■ Work to be completed ■
In the listing below, tally the lines that hold "scale" and report that number by itself.

■ Task material ■
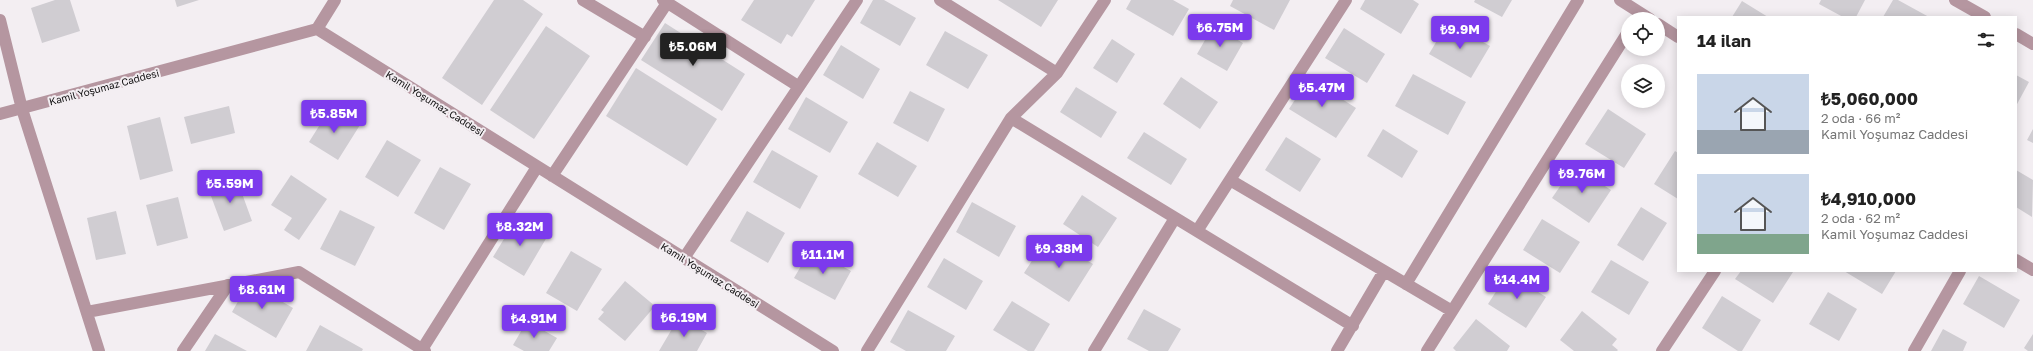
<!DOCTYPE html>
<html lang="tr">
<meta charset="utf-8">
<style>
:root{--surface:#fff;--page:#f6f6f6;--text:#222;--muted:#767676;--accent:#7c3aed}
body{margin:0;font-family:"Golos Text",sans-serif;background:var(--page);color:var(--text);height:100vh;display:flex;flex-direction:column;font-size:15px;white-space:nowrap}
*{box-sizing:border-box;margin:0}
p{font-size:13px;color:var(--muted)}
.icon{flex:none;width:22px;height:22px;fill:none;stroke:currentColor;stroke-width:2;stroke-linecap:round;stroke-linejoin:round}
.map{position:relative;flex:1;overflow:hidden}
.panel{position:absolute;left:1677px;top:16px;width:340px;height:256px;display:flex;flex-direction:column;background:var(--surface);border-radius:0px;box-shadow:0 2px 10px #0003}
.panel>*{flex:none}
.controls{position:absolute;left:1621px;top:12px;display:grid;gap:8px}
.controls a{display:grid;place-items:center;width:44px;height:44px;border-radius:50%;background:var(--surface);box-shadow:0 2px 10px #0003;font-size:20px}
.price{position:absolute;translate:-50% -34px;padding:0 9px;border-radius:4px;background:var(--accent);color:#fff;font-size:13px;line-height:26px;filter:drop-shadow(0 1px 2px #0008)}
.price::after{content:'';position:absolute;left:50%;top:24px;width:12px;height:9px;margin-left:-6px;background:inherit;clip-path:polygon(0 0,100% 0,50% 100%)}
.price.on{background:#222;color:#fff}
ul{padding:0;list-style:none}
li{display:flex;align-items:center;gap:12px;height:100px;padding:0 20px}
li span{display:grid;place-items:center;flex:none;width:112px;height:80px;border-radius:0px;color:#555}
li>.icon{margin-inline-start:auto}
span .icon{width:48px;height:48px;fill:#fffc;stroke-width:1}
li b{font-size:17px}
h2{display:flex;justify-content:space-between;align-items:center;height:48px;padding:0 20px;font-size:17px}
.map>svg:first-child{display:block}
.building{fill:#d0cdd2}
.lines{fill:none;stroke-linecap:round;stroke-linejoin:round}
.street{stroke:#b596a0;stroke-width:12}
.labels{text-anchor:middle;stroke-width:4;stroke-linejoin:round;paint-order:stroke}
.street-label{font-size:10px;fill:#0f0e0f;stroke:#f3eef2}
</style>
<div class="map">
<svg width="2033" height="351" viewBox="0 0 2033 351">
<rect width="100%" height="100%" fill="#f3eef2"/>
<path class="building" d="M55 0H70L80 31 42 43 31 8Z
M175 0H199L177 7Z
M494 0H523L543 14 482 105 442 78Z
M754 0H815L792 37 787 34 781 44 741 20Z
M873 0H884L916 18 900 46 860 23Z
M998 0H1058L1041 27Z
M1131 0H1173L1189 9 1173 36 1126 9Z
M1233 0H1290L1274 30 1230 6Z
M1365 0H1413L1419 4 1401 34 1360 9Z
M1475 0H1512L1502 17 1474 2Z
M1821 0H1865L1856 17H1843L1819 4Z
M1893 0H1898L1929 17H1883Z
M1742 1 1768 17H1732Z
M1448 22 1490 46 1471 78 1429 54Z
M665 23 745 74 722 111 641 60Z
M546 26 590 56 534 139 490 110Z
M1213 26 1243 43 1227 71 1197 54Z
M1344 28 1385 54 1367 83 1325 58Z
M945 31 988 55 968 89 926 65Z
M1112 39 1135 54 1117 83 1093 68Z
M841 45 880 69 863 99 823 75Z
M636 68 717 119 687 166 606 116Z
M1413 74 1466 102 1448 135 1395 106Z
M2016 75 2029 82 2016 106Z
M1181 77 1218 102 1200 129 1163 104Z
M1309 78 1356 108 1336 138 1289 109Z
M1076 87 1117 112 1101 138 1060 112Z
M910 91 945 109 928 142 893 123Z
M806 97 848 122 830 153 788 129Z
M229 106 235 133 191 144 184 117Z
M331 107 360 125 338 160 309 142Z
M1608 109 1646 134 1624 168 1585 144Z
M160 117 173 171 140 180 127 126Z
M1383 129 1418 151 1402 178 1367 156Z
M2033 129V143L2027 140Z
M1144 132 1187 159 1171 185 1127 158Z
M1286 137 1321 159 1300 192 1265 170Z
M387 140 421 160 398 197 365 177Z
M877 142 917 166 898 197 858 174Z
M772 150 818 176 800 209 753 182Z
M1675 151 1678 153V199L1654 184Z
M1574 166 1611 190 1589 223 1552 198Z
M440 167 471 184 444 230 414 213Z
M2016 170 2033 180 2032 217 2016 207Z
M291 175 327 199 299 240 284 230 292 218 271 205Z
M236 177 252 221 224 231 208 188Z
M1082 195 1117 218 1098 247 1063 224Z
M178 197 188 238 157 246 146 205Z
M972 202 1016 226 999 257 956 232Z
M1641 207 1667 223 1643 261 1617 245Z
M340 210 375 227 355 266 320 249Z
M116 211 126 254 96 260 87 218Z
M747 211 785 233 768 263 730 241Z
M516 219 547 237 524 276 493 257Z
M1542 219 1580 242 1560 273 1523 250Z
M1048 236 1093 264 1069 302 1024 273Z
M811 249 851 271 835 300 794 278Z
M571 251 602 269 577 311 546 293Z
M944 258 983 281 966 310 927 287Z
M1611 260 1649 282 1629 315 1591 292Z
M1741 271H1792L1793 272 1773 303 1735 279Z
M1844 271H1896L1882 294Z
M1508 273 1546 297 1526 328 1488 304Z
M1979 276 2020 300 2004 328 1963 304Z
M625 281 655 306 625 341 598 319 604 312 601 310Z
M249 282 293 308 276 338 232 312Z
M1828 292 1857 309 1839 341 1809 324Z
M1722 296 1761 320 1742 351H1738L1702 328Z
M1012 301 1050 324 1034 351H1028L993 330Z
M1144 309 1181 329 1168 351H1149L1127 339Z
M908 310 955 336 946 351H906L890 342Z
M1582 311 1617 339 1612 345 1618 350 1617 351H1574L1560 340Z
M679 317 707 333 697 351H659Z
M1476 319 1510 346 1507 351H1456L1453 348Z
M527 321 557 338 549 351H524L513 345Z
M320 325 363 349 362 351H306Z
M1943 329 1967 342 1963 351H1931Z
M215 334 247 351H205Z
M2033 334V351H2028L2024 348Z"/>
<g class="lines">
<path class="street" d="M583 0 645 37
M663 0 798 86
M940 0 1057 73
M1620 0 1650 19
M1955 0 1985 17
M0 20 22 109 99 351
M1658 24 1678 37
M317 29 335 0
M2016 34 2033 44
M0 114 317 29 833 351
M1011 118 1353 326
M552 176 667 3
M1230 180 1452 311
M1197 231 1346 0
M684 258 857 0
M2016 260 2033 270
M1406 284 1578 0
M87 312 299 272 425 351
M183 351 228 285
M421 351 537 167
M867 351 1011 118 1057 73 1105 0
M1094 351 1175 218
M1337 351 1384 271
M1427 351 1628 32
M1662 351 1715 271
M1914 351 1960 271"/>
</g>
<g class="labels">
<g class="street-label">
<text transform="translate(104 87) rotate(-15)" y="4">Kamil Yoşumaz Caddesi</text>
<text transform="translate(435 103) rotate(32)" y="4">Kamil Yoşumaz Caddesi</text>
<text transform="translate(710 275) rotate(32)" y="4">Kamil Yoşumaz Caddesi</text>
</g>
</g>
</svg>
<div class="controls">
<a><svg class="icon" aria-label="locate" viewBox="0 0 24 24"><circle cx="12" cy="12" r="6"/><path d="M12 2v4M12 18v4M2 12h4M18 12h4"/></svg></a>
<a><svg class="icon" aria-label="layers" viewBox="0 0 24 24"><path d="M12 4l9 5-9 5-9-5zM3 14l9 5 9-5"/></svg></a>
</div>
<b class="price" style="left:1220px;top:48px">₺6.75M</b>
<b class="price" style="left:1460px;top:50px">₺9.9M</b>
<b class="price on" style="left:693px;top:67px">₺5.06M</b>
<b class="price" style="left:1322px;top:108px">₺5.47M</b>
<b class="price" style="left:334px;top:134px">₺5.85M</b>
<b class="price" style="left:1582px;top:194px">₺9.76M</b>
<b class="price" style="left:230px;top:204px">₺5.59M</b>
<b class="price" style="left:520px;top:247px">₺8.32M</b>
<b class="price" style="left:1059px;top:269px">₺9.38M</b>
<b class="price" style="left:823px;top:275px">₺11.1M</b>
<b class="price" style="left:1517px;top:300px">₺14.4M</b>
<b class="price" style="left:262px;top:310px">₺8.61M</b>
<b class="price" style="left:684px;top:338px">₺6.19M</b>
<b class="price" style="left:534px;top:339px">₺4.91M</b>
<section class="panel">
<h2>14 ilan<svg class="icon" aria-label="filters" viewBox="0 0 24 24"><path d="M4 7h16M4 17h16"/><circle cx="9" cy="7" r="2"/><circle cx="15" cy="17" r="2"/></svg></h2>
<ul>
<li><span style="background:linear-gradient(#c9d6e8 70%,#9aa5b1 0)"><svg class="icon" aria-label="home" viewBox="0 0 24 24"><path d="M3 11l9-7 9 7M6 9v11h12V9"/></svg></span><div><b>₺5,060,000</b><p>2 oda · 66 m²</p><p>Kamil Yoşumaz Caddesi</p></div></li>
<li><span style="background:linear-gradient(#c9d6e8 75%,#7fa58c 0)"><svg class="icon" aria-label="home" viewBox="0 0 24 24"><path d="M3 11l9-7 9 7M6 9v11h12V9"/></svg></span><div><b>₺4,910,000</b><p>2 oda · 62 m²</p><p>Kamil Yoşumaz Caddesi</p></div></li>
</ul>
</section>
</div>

* * *

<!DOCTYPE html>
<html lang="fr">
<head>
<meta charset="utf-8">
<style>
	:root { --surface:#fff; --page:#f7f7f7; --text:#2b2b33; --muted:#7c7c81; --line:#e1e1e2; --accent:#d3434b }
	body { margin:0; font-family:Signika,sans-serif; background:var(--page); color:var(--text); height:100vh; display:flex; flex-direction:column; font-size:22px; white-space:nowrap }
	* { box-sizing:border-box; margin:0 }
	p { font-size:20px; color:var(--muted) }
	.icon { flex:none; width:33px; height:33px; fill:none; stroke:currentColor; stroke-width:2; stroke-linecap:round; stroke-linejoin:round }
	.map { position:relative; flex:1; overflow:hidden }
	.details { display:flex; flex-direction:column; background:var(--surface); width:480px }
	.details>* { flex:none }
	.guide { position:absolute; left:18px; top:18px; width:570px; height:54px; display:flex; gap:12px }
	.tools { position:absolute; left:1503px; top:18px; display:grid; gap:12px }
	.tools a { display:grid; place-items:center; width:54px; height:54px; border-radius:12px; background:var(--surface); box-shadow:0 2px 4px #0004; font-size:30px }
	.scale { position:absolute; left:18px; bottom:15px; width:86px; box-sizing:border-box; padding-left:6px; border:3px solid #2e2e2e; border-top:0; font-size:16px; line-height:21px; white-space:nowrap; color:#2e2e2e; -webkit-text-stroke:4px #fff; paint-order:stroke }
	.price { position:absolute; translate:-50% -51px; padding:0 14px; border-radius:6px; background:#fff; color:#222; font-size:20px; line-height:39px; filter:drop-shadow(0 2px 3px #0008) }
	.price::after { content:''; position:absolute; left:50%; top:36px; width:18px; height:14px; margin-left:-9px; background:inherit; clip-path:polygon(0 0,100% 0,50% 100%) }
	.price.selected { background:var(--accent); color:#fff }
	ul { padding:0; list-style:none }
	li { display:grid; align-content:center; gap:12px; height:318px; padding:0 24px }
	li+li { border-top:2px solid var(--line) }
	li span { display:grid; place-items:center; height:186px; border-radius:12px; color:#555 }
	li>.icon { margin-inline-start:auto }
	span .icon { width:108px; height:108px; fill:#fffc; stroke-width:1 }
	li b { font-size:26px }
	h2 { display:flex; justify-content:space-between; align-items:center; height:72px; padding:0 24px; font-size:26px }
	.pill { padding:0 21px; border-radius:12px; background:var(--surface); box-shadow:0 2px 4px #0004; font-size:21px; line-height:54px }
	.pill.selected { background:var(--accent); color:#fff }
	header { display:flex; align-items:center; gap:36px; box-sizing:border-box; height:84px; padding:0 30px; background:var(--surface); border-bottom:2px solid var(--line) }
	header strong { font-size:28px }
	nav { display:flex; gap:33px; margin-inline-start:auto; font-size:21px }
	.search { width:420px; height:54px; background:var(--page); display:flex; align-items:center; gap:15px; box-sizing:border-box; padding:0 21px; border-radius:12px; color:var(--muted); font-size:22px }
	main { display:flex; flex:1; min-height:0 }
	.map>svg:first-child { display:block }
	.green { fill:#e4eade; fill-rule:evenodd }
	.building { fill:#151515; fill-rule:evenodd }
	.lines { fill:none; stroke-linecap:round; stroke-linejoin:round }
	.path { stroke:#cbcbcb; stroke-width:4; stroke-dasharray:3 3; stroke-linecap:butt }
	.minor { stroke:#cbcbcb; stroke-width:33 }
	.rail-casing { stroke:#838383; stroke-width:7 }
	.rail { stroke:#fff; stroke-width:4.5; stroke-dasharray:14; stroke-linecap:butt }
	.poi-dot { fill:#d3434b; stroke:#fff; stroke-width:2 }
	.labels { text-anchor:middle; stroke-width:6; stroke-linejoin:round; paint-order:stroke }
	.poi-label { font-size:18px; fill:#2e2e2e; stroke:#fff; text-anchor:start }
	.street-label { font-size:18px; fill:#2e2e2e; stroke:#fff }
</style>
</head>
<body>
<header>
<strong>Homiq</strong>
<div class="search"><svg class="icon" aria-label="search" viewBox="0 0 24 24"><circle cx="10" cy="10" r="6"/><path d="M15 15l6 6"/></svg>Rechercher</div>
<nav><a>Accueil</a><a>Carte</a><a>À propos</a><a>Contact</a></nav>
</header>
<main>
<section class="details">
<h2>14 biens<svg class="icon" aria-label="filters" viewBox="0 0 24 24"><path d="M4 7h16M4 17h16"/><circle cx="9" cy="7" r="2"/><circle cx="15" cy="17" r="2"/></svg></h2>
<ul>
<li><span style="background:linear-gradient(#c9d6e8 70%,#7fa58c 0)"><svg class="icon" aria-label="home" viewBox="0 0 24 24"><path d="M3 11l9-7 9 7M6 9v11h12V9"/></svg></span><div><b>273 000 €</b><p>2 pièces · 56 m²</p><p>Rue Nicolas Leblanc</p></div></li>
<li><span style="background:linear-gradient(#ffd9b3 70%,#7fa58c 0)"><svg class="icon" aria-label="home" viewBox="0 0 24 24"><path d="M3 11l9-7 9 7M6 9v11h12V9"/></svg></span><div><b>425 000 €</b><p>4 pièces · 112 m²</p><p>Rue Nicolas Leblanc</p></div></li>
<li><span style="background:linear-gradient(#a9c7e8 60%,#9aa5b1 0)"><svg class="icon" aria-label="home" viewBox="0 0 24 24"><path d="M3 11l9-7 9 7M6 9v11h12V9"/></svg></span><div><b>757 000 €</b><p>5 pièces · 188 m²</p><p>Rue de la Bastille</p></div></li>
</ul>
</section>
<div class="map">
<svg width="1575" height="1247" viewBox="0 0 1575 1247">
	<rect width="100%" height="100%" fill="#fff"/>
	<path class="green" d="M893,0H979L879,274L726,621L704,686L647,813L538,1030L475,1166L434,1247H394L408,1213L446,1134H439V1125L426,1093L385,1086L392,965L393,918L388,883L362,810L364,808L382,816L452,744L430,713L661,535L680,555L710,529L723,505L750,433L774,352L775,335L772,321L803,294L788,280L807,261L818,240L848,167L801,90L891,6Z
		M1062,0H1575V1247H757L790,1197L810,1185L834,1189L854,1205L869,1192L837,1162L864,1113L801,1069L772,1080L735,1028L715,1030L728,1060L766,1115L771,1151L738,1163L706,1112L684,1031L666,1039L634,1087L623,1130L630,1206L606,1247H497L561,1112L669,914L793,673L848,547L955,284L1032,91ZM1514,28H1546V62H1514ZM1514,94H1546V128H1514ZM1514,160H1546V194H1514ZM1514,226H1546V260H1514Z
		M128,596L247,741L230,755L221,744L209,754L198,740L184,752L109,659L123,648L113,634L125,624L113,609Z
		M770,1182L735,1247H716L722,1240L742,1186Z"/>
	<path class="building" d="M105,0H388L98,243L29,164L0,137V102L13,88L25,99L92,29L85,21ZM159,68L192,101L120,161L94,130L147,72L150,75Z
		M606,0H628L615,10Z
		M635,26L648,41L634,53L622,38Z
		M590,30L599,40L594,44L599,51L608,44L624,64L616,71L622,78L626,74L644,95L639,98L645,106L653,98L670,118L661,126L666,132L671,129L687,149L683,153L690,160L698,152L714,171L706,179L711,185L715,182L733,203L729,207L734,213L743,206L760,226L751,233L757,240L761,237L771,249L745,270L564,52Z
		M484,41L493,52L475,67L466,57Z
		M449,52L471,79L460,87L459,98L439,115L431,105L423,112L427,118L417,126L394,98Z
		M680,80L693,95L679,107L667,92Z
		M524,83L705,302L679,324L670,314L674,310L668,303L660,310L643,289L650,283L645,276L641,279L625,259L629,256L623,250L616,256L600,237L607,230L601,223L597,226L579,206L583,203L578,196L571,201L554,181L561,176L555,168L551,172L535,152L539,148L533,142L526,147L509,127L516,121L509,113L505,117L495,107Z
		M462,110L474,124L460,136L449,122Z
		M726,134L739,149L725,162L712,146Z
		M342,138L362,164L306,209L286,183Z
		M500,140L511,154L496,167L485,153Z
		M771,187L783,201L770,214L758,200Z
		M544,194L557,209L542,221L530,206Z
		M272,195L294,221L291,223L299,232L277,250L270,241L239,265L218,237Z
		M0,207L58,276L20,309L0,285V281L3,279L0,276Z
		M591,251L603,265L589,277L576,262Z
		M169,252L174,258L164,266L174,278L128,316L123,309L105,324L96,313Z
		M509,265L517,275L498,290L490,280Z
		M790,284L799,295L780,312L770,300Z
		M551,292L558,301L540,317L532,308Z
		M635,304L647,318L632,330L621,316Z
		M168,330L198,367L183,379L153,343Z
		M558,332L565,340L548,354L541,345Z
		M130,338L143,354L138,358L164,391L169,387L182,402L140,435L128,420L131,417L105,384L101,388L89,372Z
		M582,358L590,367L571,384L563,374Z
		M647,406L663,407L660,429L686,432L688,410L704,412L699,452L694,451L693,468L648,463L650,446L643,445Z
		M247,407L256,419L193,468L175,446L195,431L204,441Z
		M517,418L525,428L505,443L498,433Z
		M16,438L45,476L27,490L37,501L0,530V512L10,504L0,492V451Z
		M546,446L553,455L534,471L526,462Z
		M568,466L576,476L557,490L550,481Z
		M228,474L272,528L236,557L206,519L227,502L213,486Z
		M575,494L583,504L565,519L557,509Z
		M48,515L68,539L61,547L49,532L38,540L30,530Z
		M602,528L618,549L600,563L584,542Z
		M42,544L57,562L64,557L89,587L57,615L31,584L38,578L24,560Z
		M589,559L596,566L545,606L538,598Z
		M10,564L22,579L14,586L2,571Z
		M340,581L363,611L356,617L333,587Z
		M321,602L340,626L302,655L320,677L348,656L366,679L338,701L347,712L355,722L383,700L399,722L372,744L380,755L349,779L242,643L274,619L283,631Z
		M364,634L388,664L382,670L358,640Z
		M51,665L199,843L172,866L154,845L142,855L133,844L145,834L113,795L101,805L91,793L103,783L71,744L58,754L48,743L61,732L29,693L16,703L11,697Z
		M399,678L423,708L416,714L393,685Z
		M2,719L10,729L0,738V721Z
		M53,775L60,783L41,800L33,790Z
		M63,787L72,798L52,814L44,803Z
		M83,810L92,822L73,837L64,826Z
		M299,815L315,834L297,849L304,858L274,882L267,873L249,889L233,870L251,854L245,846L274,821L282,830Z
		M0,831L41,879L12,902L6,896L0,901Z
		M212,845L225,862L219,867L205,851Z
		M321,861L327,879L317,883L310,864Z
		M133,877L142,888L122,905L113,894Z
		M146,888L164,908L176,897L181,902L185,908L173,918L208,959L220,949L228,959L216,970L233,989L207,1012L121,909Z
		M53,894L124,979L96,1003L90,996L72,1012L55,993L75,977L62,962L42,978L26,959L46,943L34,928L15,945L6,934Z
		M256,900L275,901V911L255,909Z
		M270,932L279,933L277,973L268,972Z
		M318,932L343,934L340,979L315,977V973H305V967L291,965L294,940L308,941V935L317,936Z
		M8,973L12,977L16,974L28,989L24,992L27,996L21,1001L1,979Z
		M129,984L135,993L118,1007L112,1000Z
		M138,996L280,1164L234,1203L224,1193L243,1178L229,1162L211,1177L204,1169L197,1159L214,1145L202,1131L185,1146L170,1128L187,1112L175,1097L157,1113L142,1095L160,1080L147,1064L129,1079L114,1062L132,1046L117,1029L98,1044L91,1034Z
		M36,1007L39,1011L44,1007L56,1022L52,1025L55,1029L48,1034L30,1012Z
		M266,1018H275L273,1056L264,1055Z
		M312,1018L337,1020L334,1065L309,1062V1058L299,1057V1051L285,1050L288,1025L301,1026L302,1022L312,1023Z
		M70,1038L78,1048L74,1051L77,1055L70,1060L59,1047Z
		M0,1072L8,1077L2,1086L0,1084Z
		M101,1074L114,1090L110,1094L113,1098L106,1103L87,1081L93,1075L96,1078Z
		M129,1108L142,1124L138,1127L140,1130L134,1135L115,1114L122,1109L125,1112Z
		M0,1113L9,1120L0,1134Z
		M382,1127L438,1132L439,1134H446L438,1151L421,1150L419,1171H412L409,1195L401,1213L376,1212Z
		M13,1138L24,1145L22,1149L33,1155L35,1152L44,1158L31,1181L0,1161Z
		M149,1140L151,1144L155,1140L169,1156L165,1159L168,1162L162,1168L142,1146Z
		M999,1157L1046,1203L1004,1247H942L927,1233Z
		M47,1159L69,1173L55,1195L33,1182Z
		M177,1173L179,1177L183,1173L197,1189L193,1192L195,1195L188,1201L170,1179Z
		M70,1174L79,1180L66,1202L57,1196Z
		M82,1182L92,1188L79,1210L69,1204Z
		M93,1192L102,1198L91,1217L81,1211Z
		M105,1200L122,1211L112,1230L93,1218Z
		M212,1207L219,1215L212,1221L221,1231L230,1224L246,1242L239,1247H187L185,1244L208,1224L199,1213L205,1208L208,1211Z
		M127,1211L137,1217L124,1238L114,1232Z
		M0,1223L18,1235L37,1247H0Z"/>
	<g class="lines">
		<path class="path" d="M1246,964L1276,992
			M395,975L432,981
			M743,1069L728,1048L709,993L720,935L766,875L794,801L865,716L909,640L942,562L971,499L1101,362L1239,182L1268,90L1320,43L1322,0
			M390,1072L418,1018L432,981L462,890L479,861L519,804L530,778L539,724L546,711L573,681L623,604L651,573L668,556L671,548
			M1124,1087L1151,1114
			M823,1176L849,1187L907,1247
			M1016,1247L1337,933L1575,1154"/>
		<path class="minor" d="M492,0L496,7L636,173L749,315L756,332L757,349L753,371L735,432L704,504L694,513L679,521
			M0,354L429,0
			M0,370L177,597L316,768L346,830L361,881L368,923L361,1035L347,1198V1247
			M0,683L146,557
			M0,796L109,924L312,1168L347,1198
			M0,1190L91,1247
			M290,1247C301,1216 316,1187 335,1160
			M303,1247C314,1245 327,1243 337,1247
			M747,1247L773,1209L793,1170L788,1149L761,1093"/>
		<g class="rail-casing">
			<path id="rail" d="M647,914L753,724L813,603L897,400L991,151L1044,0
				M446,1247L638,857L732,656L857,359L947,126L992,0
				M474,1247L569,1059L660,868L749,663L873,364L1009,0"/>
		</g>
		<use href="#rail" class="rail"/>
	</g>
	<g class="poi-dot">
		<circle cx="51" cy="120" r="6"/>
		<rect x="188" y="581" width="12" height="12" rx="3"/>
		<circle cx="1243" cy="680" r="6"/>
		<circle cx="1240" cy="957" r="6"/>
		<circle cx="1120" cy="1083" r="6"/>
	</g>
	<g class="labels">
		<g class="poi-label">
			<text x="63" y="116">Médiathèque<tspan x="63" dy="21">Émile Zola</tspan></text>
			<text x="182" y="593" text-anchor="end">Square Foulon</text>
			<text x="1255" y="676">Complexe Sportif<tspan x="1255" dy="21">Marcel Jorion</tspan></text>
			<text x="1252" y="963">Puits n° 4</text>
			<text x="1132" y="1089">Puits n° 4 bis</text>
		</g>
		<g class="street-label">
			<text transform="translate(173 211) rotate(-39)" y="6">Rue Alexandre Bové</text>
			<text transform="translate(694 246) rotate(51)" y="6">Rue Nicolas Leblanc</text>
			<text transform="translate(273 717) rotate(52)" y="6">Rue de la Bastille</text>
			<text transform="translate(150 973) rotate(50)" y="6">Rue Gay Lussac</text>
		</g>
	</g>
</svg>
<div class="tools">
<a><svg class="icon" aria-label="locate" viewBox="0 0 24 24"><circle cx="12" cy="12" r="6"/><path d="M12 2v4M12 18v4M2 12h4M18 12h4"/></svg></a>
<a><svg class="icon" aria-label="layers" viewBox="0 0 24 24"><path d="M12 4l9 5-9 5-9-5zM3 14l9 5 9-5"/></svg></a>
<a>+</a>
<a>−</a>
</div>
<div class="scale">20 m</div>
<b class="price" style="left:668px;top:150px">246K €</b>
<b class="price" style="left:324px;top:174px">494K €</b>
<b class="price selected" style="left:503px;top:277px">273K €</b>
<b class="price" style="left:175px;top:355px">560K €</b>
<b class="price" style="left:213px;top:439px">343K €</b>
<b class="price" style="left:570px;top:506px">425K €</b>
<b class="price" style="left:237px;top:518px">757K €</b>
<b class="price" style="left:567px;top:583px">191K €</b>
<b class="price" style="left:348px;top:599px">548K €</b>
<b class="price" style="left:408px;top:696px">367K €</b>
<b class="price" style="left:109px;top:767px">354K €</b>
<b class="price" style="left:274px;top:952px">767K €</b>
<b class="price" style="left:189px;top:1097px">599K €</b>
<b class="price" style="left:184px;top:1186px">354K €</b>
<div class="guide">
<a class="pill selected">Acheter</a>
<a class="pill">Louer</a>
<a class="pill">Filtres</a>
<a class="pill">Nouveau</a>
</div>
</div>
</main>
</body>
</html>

■ Task output ■
2